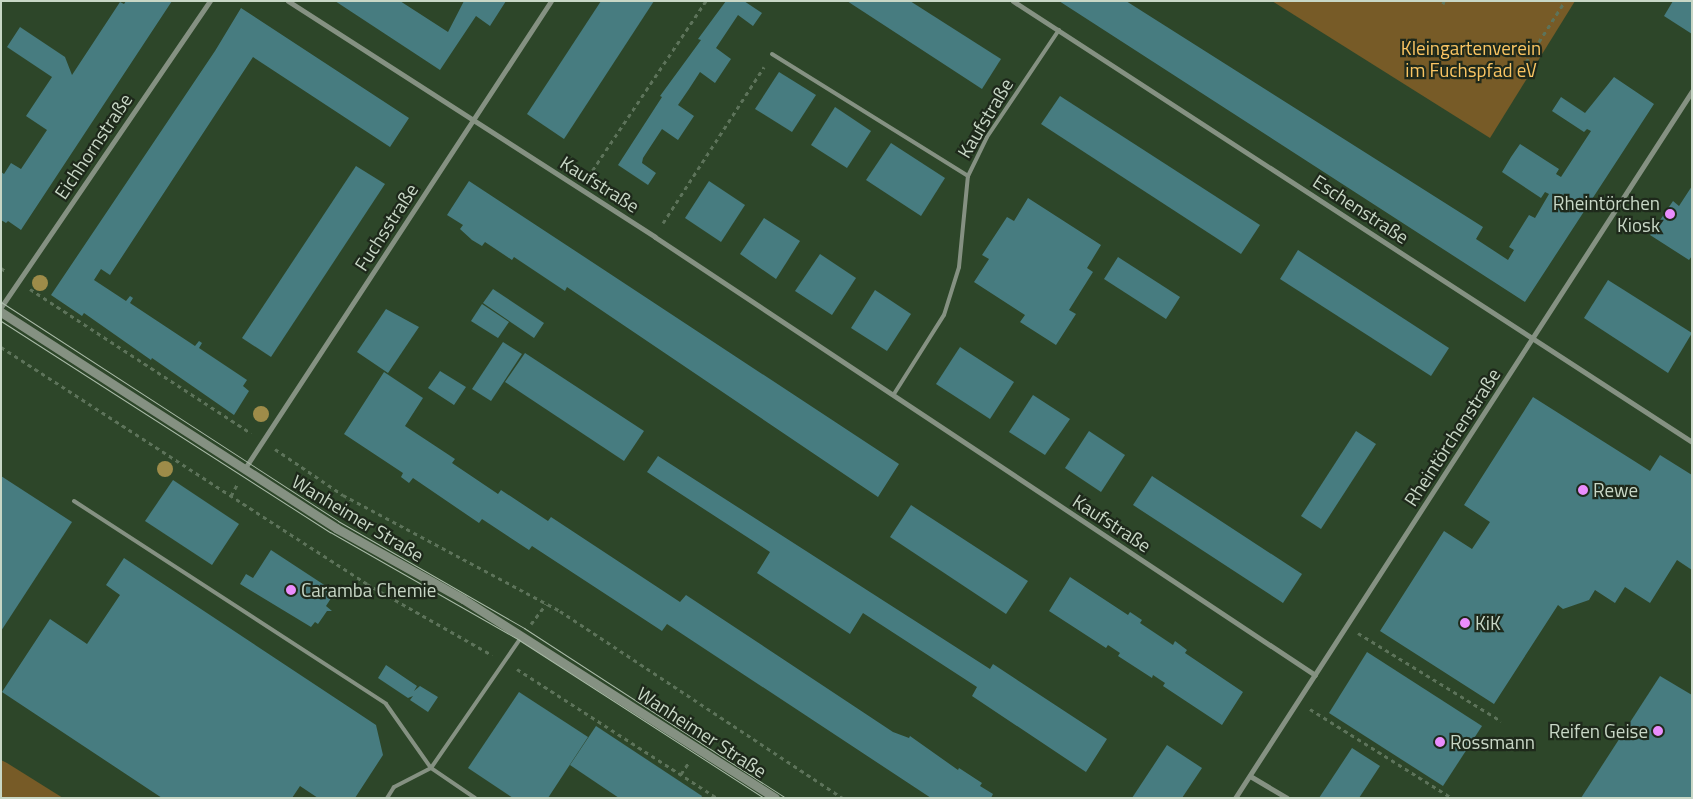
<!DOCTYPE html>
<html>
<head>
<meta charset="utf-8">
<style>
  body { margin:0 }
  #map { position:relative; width:1693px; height:799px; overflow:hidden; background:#2d4629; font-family:"Titillium Web",sans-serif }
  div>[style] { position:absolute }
  .green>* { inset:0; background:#775b27 }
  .building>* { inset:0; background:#477c80 }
  .path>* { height:3px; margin-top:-1.5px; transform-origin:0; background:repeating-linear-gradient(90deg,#5d735a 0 4px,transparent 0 8px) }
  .service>* { height:4px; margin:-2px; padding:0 2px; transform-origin:2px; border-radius:2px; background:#859182 }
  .minor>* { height:5px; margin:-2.5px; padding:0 2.5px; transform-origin:2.5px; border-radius:2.5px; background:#859182 }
  .tertiary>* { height:9px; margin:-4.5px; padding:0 4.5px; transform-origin:4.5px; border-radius:4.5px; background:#859182 }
  .tram>* { height:1px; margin:-0.5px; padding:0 0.5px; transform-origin:0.5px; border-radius:0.5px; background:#a9baa7 }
  .trees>* { width:16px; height:16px; margin:-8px; border-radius:50%; background:#9e8c49 }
  .dots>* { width:14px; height:14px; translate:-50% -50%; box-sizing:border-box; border:2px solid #1e291b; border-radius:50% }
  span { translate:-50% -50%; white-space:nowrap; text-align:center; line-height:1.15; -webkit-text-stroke:4.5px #1e291b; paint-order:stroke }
  .park-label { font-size:19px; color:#fac563 }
  .street-label { font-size:19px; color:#c8d7c6 }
  .poi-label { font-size:19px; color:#c8d7c6 }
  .right { translate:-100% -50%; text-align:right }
  .left { translate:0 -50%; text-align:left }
  .frame { position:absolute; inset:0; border:2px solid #c8d7c6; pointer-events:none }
</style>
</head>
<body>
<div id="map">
  <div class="green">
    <div style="clip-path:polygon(1272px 1px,1575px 1px,1490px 138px)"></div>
    <div style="clip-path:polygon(1px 760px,7px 763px,63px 798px,1px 798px)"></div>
  </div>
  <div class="building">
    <div style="clip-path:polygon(126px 1px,172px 1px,21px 230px,8px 221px,6px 223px,1px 220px,1px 172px,4px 174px,11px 163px,21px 169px,47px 130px,26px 116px,52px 77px,7px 47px,20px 27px,65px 57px,72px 75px,120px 2px,124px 4px)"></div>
    <div style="clip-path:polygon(335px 1px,400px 1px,448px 32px,464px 1px,506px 1px,490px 26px,476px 16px,440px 70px)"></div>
    <div style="clip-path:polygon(601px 1px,654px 1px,564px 139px,527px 114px)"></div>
    <div style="clip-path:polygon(726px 1px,744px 1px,762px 13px,753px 26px,738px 15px,716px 48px,731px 59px,715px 83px,700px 72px,689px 89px,678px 105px,694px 116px,678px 140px,662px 129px,643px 158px,642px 163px,656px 173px,648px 185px,618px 165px,662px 97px,660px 96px,701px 40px,698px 39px)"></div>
    <div style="clip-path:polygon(847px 1px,910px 1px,1001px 59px,982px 89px)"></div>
    <div style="clip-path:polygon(1059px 1px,1126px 1px,1483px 227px,1476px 239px,1508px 260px,1514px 250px,1509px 247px,1529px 215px,1535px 218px,1549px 194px,1545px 192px,1541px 198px,1502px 172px,1511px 157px,1520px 144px,1559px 169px,1556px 174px,1561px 177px,1591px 131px,1587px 129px,1584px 132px,1552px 111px,1561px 97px,1585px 113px,1614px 77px,1654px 104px,1525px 302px)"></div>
    <div style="clip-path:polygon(1673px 1px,1692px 1px,1692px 34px,1664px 16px)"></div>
    <div style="clip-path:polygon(241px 8px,409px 118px,390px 147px,253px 57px,110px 275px,101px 269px,94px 280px,126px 301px,130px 296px,133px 298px,130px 303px,195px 346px,199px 341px,202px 343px,199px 348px,247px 380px,243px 386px,249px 391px,234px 415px,152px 358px,151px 360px,84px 313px,82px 316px,51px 295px,215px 51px)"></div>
    <div style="clip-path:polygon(779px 72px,816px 95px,792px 132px,755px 109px)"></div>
    <div style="clip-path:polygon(1060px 96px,1260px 225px,1241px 254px,1041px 124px)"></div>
    <div style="clip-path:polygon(835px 107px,871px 131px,847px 168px,811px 145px)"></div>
    <div style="clip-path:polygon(891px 143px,945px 178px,921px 216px,866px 180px)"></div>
    <div style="clip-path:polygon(356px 166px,385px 184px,271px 357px,242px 338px)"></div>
    <div style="clip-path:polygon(469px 181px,899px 464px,878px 497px,567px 287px,565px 291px,514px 257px,512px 260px,485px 242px,482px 246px,472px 240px,460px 229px,463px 225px,447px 215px)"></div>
    <div style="clip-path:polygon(709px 181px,745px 205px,721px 242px,685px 218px)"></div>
    <div style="clip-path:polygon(1692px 186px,1692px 256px,1689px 260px,1650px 235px,1673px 201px,1679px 206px)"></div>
    <div style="clip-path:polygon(1028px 198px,1101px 245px,1087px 268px,1093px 272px,1069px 310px,1076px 314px,1056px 345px,1020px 322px,1025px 315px,974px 282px,989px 259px,982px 255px,1007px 217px,1014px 221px)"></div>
    <div style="clip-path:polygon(764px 218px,800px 241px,776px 279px,740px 254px)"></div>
    <div style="clip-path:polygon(1298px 250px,1449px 348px,1431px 376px,1280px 279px)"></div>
    <div style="clip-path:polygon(820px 254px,856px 278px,832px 315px,795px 291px)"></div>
    <div style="clip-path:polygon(1118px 257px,1180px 297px,1166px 319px,1104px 279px)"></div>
    <div style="clip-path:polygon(1608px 280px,1692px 333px,1668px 373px,1584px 318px)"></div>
    <div style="clip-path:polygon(493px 289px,544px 323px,534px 338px,483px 303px)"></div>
    <div style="clip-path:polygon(875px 290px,911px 314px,887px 351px,851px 328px)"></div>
    <div style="clip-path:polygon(482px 304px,509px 322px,498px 338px,471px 321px)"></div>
    <div style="clip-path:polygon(386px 309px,419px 327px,388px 373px,357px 352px)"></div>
    <div style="clip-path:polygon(503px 342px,522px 354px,491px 401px,472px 389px)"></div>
    <div style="clip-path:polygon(960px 347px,1014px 382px,990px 419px,936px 384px)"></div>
    <div style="clip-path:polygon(525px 353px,644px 431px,624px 461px,505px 382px)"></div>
    <div style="clip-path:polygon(440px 371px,466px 387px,454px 405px,428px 388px)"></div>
    <div style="clip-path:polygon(384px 372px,423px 398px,405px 426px,455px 459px,452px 463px,498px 494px,501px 490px,548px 521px,551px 517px,680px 602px,686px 595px,893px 732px,909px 738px,910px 736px,958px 770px,959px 768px,982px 783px,980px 786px,993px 794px,991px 798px,931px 798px,667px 624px,662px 631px,532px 546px,529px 550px,482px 519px,479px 523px,413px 478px,409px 483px,401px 477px,403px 473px,344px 434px)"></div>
    <div style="clip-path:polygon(1033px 395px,1070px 419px,1045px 455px,1009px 432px)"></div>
    <div style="clip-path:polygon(1533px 397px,1650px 471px,1660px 455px,1692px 475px,1692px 570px,1677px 560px,1650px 603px,1625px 587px,1615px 603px,1595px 590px,1589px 600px,1563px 609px,1558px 605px,1494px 704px,1380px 631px,1444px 531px,1472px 549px,1490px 522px,1464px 505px)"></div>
    <div style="clip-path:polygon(1089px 431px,1125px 455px,1101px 492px,1065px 468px)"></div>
    <div style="clip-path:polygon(1356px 431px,1376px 444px,1321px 529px,1301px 516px)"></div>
    <div style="clip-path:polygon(658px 456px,990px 669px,993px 664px,1107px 739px,1086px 772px,972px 696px,977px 687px,863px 613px,850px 634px,757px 573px,770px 552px,647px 472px)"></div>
    <div style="clip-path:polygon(1px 476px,72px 522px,1px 631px)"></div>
    <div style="clip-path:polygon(1152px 476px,1302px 574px,1283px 603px,1133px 505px)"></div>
    <div style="clip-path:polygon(173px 480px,239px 524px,212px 565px,145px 521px)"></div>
    <div style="clip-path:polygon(911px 505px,1028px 581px,1006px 614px,890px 537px)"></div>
    <div style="clip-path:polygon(271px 550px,335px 592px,326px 606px,332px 611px,327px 611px,318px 624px,315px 622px,311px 627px,240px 584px,246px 574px,253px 578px)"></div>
    <div style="clip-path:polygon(124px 558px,376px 725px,383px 755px,355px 798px,318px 798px,300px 786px,292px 798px,162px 798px,2px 692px,50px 619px,87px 644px,120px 595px,106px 585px)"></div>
    <div style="clip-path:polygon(1070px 577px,1128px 615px,1130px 612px,1142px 620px,1140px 623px,1173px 645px,1175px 641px,1187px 650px,1185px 653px,1243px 692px,1222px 725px,1163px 686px,1165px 683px,1153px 675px,1152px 678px,1118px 656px,1120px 653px,1108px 645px,1106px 648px,1049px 611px)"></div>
    <div style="clip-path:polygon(1367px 652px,1482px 726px,1443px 786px,1329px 713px)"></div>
    <div style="clip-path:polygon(386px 665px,417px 686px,414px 691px,420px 686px,438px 697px,428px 712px,410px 700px,413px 696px,408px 698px,378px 678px)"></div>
    <div style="clip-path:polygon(1660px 676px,1692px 695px,1692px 798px,1581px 798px)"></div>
    <div style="clip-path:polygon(519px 692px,588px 737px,548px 798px,513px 798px,468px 768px)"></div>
    <div style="clip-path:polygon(596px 726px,702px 796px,701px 798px,619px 798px,570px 765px)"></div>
    <div style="clip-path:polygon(1167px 745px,1202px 768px,1182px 798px,1132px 798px)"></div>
    <div style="clip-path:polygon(1352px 748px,1380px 766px,1359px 798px,1319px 798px)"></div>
  </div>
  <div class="path">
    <div style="left:1443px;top:4px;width:3px;rotate:-72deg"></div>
    <div style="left:1526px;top:62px;width:72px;rotate:-57.4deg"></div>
    <div style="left:588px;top:177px;width:212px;rotate:-56.2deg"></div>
    <div style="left:663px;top:223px;width:186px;rotate:-57.1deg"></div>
    <div style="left:1px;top:268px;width:7px;rotate:34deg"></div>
    <div style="left:30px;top:289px;width:264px;rotate:33.1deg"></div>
    <div style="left:1px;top:347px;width:436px;rotate:32.9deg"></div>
    <div style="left:367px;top:584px;width:144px;rotate:29.6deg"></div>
    <div style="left:275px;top:449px;width:82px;rotate:34.1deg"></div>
    <div style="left:343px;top:495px;width:246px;rotate:28.1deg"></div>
    <div style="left:560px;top:611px;width:339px;rotate:33.5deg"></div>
    <div style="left:231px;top:496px;width:15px;rotate:-62deg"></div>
    <div style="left:531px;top:624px;width:25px;rotate:-53deg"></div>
    <div style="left:1358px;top:633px;width:168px;rotate:31.6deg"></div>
    <div style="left:517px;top:669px;width:238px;rotate:32.8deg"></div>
    <div style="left:1310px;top:709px;width:168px;rotate:32.1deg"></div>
    <div style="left:681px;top:774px;width:14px;rotate:-56deg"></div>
  </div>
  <div class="service">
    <div style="left:772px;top:54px;width:231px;rotate:31.9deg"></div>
    <div style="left:894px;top:394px;width:93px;rotate:-57.7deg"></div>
    <div style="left:944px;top:315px;width:50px;rotate:-72.6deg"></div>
    <div style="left:959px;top:267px;width:91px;rotate:-84.4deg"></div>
    <div style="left:968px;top:176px;width:43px;rotate:-64deg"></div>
    <div style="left:987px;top:137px;width:129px;rotate:-56.1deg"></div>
    <div style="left:74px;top:501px;width:372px;rotate:33deg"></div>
    <div style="left:386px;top:704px;width:78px;rotate:54.9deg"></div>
    <div style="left:431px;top:768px;width:42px;rotate:152.8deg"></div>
    <div style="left:394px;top:787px;width:13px;rotate:122deg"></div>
    <div style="left:475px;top:798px;width:53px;rotate:-145.7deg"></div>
    <div style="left:431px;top:768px;width:160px;rotate:-55.4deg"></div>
  </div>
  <div class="minor">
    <div style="left:288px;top:1px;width:436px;rotate:32.7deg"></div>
    <div style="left:655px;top:237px;width:792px;rotate:33.57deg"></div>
    <div style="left:1013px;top:1px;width:810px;rotate:33deg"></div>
    <div style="left:1px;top:307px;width:371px;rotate:-55.7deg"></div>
    <div style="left:245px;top:468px;width:558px;rotate:-56.77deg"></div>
    <div style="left:1250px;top:776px;width:43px;rotate:30.7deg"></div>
    <div style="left:1235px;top:798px;width:842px;rotate:-57.12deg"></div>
  </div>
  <div class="tertiary">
    <div style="left:1px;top:312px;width:399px;rotate:32.8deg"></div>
    <div style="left:336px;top:528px;width:145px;rotate:29.2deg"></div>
    <div style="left:463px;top:599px;width:370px;rotate:32.5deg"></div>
  </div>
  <div class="tram">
    <div style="left:1px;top:302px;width:402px;rotate:33deg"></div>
    <div style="left:338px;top:521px;width:215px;rotate:29.9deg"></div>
    <div style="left:524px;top:628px;width:312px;rotate:33deg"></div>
    <div style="left:1px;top:321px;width:391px;rotate:32.7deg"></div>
    <div style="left:330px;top:532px;width:218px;rotate:29.7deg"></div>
    <div style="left:519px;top:640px;width:292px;rotate:32.8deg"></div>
  </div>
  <div class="trees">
    <div style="left:40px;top:283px"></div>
    <div style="left:261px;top:414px"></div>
    <div style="left:165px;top:469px"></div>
  </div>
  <div class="dots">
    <div style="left:1670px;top:214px;background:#ea8dfd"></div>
    <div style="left:1583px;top:490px;background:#ea8dfd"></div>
    <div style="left:291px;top:590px;background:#ea8dfd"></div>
    <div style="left:1465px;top:623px;background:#ea8dfd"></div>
    <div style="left:1658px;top:731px;background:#ea8dfd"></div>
    <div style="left:1440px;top:742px;background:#ea8dfd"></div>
  </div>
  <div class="park-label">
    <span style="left:1471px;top:59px">Kleingartenverein<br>im Fuchspfad eV</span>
  </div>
  <div class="street-label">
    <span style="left:985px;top:118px;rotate:-59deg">Kaufstraße</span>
    <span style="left:93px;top:146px;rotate:-56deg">Eichhornstraße</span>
    <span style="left:600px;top:184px;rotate:32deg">Kaufstraße</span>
    <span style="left:1361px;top:209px;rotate:33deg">Eschenstraße</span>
    <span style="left:386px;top:227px;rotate:-57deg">Fuchsstraße</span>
    <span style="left:1452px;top:437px;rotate:-57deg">Rheintörchenstraße</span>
    <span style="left:358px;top:518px;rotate:31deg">Wanheimer Straße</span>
    <span style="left:1112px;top:523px;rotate:33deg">Kaufstraße</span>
    <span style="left:702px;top:732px;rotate:33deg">Wanheimer Straße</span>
  </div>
  <div class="poi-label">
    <span class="right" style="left:1660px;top:214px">Rheintörchen<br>Kiosk</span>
    <span class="left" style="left:1593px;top:490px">Rewe</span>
    <span class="left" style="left:301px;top:590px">Caramba Chemie</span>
    <span class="left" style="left:1475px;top:623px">KiK</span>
    <span class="right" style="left:1648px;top:731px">Reifen Geise</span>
    <span class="left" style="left:1450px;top:742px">Rossmann</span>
  </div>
  <div class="frame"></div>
</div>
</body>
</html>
============================================================
# Your task
Exact repetition is the task: every line from the start of the data to the line with "height:4px; margin:-2px; padding:0", inclusive, and none after it, pictures omitted.

# Completed task
<!DOCTYPE html>
<html>
<head>
<meta charset="utf-8">
<style>
  body { margin:0 }
  #map { position:relative; width:1693px; height:799px; overflow:hidden; background:#2d4629; font-family:"Titillium Web",sans-serif }
  div>[style] { position:absolute }
  .green>* { inset:0; background:#775b27 }
  .building>* { inset:0; background:#477c80 }
  .path>* { height:3px; margin-top:-1.5px; transform-origin:0; background:repeating-linear-gradient(90deg,#5d735a 0 4px,transparent 0 8px) }
  .service>* { height:4px; margin:-2px; padding:0 2px; transform-origin:2px; border-radius:2px; background:#859182 }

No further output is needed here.